- [ASSIGNED TASK]:
Work out how many lines of the listing below include the string "Лавский", and give that number alone.

- [RECORDS PROVIDED]:
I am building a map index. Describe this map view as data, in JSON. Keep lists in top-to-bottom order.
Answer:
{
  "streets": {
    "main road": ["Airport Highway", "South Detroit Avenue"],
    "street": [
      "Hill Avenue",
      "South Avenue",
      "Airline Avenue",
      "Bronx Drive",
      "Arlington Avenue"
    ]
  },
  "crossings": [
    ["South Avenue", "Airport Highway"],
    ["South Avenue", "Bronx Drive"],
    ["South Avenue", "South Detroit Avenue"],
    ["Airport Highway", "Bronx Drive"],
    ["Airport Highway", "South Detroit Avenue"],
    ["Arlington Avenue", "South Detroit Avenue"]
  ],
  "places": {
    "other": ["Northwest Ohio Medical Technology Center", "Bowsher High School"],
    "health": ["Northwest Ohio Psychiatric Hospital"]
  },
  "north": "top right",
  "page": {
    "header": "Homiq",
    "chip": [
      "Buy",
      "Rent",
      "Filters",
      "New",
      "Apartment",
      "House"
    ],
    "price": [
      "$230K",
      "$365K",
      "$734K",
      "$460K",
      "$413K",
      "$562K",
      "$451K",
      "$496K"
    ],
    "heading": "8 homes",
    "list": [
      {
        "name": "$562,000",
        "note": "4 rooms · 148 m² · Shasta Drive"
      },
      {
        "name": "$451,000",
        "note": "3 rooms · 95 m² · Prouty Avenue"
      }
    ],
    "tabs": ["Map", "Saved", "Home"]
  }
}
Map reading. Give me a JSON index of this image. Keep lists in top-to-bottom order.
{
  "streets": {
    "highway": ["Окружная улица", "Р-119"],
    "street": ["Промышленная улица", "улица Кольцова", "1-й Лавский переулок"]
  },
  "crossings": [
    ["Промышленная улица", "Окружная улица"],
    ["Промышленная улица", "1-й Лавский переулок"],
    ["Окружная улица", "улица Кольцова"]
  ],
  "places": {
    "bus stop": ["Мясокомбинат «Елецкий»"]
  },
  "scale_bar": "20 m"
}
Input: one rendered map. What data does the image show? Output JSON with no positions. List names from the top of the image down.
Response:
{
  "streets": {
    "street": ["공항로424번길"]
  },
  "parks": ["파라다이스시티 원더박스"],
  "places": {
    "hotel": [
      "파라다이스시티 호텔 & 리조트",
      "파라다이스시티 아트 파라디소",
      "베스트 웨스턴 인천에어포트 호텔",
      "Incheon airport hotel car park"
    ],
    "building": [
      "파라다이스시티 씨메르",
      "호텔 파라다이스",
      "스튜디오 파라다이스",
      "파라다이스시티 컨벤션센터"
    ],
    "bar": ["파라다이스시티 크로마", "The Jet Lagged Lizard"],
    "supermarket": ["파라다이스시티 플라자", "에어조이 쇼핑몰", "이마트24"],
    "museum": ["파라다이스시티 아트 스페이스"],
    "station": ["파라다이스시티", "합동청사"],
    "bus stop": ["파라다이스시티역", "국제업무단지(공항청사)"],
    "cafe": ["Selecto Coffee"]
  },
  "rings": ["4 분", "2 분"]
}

- [RESPONSE AREA]:
2